What the task asks:
Copy every line from the records that holds the word "Elevation".
START Records supplied
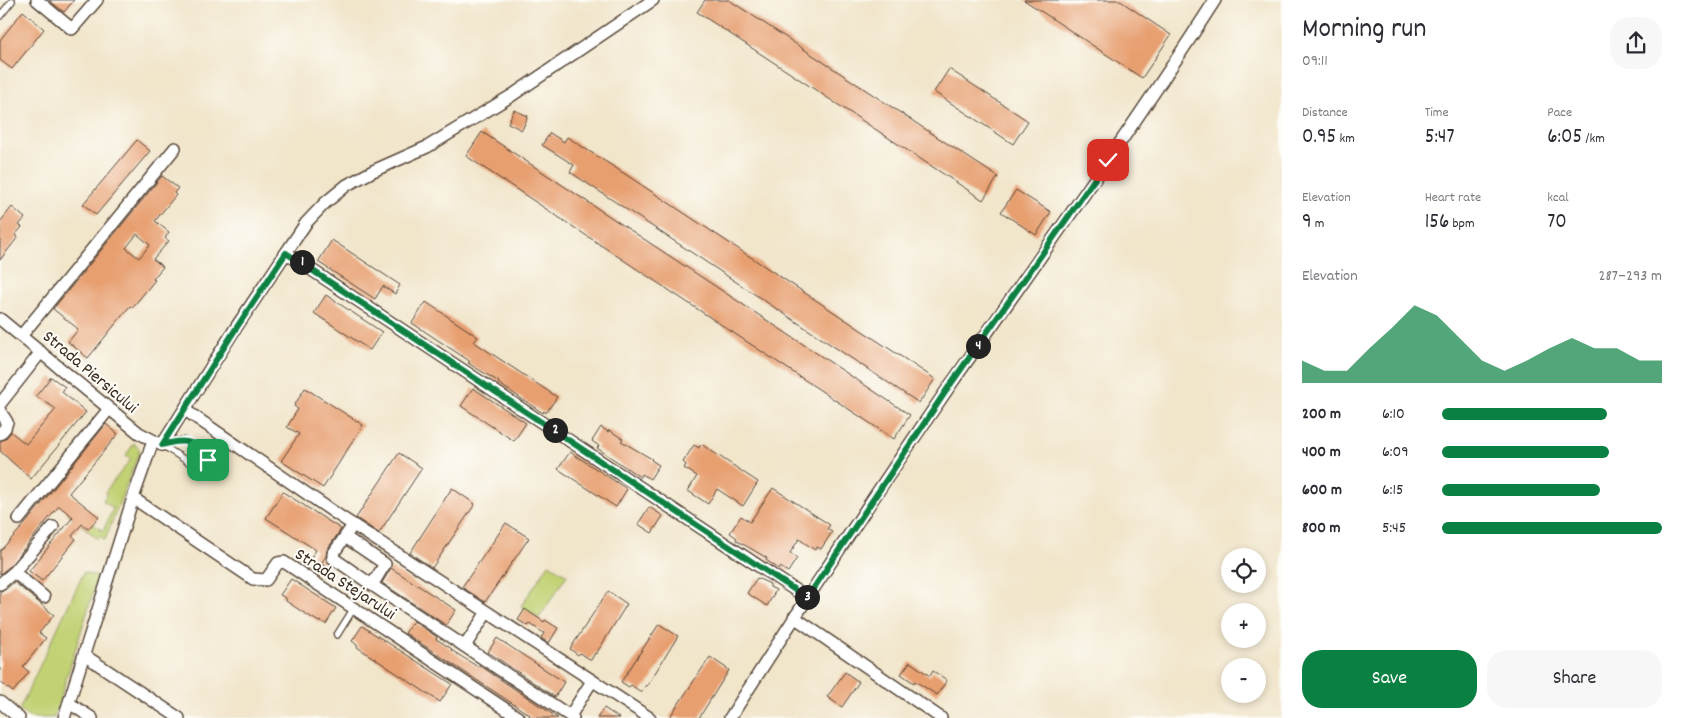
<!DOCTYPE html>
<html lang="en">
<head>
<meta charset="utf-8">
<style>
  body { margin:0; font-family:Dekko,sans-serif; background:#f7f7f7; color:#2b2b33; height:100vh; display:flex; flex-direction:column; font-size:19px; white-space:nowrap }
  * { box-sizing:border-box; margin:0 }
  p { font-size:16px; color:#7c7c81 }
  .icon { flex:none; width:28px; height:28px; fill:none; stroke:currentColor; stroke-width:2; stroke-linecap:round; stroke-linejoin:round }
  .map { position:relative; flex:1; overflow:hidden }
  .details { display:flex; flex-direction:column; background:#fff; width:400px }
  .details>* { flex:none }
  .buttons { position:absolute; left:1221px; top:548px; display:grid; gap:10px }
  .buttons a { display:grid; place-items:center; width:45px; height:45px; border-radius:50%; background:#fff; box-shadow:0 2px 8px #0003; font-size:25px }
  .pin { position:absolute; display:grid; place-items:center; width:42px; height:42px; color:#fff; margin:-21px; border-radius:10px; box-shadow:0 2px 8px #0006 }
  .km { position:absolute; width:25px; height:25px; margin:-12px; border-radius:50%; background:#222; color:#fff; font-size:14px; line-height:25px; text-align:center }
  .round { display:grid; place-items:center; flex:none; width:52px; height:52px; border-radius:20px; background:#f7f7f7 }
  .headline { display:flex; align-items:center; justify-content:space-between; height:85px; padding:0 20px }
  h1 { font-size:28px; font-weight:600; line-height:38px }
  .stats { display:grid; grid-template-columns:repeat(3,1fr); gap:8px; height:85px; padding:5px 20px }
  .stats div { display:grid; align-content:center }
  .stats b { font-size:21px; font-weight:600 }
  .stats small { font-size:14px; font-weight:400 }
  .stats p { font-size:14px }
  .chart { height:140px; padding:10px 20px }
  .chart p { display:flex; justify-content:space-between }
  .chart svg { width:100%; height:90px; margin-top:5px; fill:#0b8043; opacity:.7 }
  .button { display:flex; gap:10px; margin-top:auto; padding:10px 20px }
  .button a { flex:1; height:58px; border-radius:20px; background:#0b8043; color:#fff; font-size:20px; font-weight:600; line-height:58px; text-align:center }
  .button a+a { background:#f7f7f7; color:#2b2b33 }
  ul { padding:0 20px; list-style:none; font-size:16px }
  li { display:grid; grid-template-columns:80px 60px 1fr; align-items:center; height:38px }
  li i { height:12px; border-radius:6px; background:#0b8043 }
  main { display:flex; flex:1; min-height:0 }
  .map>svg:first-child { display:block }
</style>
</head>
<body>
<main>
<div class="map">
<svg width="1282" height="718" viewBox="0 0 1282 718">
  <rect width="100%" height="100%" fill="#fdfcf7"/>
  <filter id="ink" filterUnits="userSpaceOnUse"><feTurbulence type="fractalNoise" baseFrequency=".02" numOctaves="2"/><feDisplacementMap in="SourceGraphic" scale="10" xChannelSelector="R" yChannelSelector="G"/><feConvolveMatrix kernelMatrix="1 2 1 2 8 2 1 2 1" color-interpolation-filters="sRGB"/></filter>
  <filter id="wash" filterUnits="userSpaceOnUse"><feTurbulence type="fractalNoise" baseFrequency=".0096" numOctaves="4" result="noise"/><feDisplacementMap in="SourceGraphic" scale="20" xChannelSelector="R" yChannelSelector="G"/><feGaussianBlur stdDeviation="1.12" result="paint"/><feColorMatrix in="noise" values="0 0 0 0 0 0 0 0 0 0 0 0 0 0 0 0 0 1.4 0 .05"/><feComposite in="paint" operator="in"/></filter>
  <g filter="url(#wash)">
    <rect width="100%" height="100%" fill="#f1e5ca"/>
    <path fill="#c1d173" stroke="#7e7e48" d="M134,443L140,450L105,540L100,536L98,539L67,513L88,529L93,524L103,531L113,508L103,501L107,493L105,492L131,459L126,455Z
      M549,564L567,575L539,618L521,606Z
      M84,572L98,577L54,718H30L19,710Z"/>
    <g id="blocks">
      <path fill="#e79f6f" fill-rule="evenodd" d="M49,0H74L64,12Z
        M705,0H729L998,177L983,200L697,12Z
        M1024,0H1119L1171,35L1142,78Z
        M23,11L44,29L12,69L0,60V40Z
        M949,69L1028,121L1013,144L934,92Z
        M514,110L528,116L522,130L508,123Z
        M482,132L910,415L894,439L466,156Z
        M550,133L564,142L567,137L625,174L935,379L919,403L570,172L574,165L542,145Z
        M137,140L150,151L96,215L83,204Z
        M162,176L178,188L174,193L176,195L155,221L169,232L165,238L169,241L153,259L163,267L153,279L155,280L132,308L130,306L88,358L68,342L78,330L77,328L53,309ZM137,234L150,245L139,258L126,248Z
        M1016,190L1051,212L1036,235L1001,212Z
        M12,207L25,218L19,225L22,227L15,235L18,237L0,260V222Z
        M332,240L400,285L395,294L383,286L375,299L318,262Z
        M326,295L382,332L370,350L314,313Z
        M426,302L478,337L474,342L557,397L546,413L544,411L543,413L498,383L499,382L468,363L470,362L468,360L412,323Z
        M51,377L65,387L62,392L86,412L31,479L0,451V441L5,439L11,432L26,444L56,409L36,396Z
        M305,388L363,425L323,488L281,461L299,434L287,427L298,409L294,406Z
        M473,388L526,423L514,441L461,406Z
        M106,424L118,434L69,493L99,517L88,529L82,524L72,536L76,539L42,581L29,571L73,517L59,506L9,567L0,574V551L25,524Z
        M601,427L608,432L609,430L623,439L621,441L652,459L651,460L659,465L650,479L642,474L640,477L597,448L599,446L592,441Z
        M701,444L758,482L743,506L717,489L708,504L688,491L697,476L684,468L686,465L683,462L694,445L699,448Z
        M570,452L627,489L616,507L558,469Z
        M399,453L422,468L379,533L356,518Z
        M452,488L475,504L432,568L410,553Z
        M773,488L830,525L827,529L832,532L821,549L817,547L815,550L799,539L790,553L797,558L788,572L780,567L779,569L766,560L767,558L736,540L737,538L730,533L741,516L750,522Z
        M283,492L341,529L327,550L326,556L321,564L327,567L320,577L305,567L316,550L266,518Z
        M649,507L663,516L652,533L638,524Z
        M506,523L529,538L485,602L462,587Z
        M391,568L456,610L446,625L382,583Z
        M757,578L770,584V587L776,590L767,606L747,593Z
        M291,579L336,608L326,624L320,621L319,622L301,611L286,601V598L280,595Z
        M14,582L54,615L39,633L46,638L23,667L29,672L13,692L0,682V591L5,590Z
        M608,591L627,604L596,654L595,653L591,660L580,653L578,655L570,649Z
        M525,609L544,622L545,620L558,628L549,643L541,638L544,633L530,624L528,626L518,620Z
        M413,621L437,637L436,639L452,649L451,650L478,667L479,665L558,718H528L530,715L405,633Z
        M659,624L678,636L647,686L646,685L641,692L631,685L629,687L621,682Z
        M362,626L452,684L440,702L357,647V645L352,641Z
        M497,638L564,682L555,697L488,652Z
        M710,657L729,670L699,718H669Z
        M910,662L930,676L933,671L947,680L937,695L915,681L914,683L901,674Z
        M845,672L859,682L842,707L827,697Z
        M604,708L619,718H597Z"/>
    </g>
  </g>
  <g filter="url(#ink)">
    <use href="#blocks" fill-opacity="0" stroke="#564638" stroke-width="1"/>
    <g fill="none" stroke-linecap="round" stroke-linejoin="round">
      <defs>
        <path id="service" d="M0,16L12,1
          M183,440L198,447L208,456V460L203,468L196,467L162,445Z
          M337,635L354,608"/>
        <path id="minor" d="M37,0L72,29L97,0
          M286,253L807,598
          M0,319L139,433L162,445L235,329L306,223L325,203L347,185L373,171L427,147L511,96L653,0
          M21,336L175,148
          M0,404L41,352
          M185,410L338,515L650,718
          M0,411L7,422L5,428L0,434
          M133,498L253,579L266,580L278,563L284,562L519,718
          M19,519L109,409
          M345,537L385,564L372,585L333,558V554L353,525
          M14,572L44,597
          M0,584L14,572L53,527
          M372,585L573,718
          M794,617L941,718
          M465,646L487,612
          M84,655L179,718
          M0,702L19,718
          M69,703L92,718
          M570,716L592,681
          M64,718L133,498L153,441
          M730,718C802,605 875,494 951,384C1040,257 1131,131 1215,0"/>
      </defs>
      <use href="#service" stroke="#564638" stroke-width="8"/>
      <use href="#minor" stroke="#564638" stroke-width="14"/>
      <use href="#service" stroke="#fff" stroke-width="5.5"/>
      <use href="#minor" stroke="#fff" stroke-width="11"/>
    </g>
  </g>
  <g fill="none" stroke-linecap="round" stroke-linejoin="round" filter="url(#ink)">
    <defs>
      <path id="route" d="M208,460V456C193,439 182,439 162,445L235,330L286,253L807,598L950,385L1108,160"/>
    </defs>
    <use href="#route" stroke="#fff" stroke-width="10"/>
    <use href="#route" stroke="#0b8043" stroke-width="6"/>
  </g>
  <g text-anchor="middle" stroke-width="4" stroke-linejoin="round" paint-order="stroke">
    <g font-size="18" fill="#3b2a1e" stroke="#fdfcf7">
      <text transform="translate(91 371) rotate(40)" y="6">Strada Piersicului</text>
      <text transform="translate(346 583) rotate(33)" y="6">Strada Stejarului</text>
    </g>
  </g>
</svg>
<div class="buttons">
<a><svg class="icon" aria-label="locate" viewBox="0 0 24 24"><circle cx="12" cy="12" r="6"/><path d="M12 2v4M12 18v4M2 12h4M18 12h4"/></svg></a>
<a>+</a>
<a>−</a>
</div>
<div class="pin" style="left:208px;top:460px;background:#1e9e55"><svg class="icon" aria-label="arrive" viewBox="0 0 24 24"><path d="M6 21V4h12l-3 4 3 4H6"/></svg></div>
<div class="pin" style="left:1108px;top:160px;background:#d93025"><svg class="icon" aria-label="check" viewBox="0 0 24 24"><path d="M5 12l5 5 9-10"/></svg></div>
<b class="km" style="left:302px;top:262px">1</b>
<b class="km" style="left:555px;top:430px">2</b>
<b class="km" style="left:807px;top:597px">3</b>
<b class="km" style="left:978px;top:346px">4</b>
</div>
<section class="details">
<div class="headline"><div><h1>Morning run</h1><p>09:11</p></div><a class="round"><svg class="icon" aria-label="share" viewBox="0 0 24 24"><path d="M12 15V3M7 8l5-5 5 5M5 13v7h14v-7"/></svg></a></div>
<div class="stats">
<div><p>Distance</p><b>0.95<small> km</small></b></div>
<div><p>Time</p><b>5:47</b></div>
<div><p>Pace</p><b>6:05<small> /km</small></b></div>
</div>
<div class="stats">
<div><p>Elevation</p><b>9<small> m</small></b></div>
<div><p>Heart rate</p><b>156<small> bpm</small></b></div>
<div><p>kcal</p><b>70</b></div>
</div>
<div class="chart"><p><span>Elevation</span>287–293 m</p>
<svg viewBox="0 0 160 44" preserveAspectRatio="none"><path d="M0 44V33L10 38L20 38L30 27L40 17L50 6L60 11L70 22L80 33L90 38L100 33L110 27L120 22L130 27L140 27L150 33L160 33V44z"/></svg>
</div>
<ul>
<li><b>200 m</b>6:10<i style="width:75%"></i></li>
<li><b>400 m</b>6:09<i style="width:76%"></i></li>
<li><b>600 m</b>6:15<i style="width:72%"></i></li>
<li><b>800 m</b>5:45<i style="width:100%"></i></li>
</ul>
<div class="button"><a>Save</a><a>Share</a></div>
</section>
</main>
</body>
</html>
END Records supplied
Answer space:
<div><p>Elevation</p><b>9<small> m</small></b></div>
<div class="chart"><p><span>Elevation</span>287–293 m</p>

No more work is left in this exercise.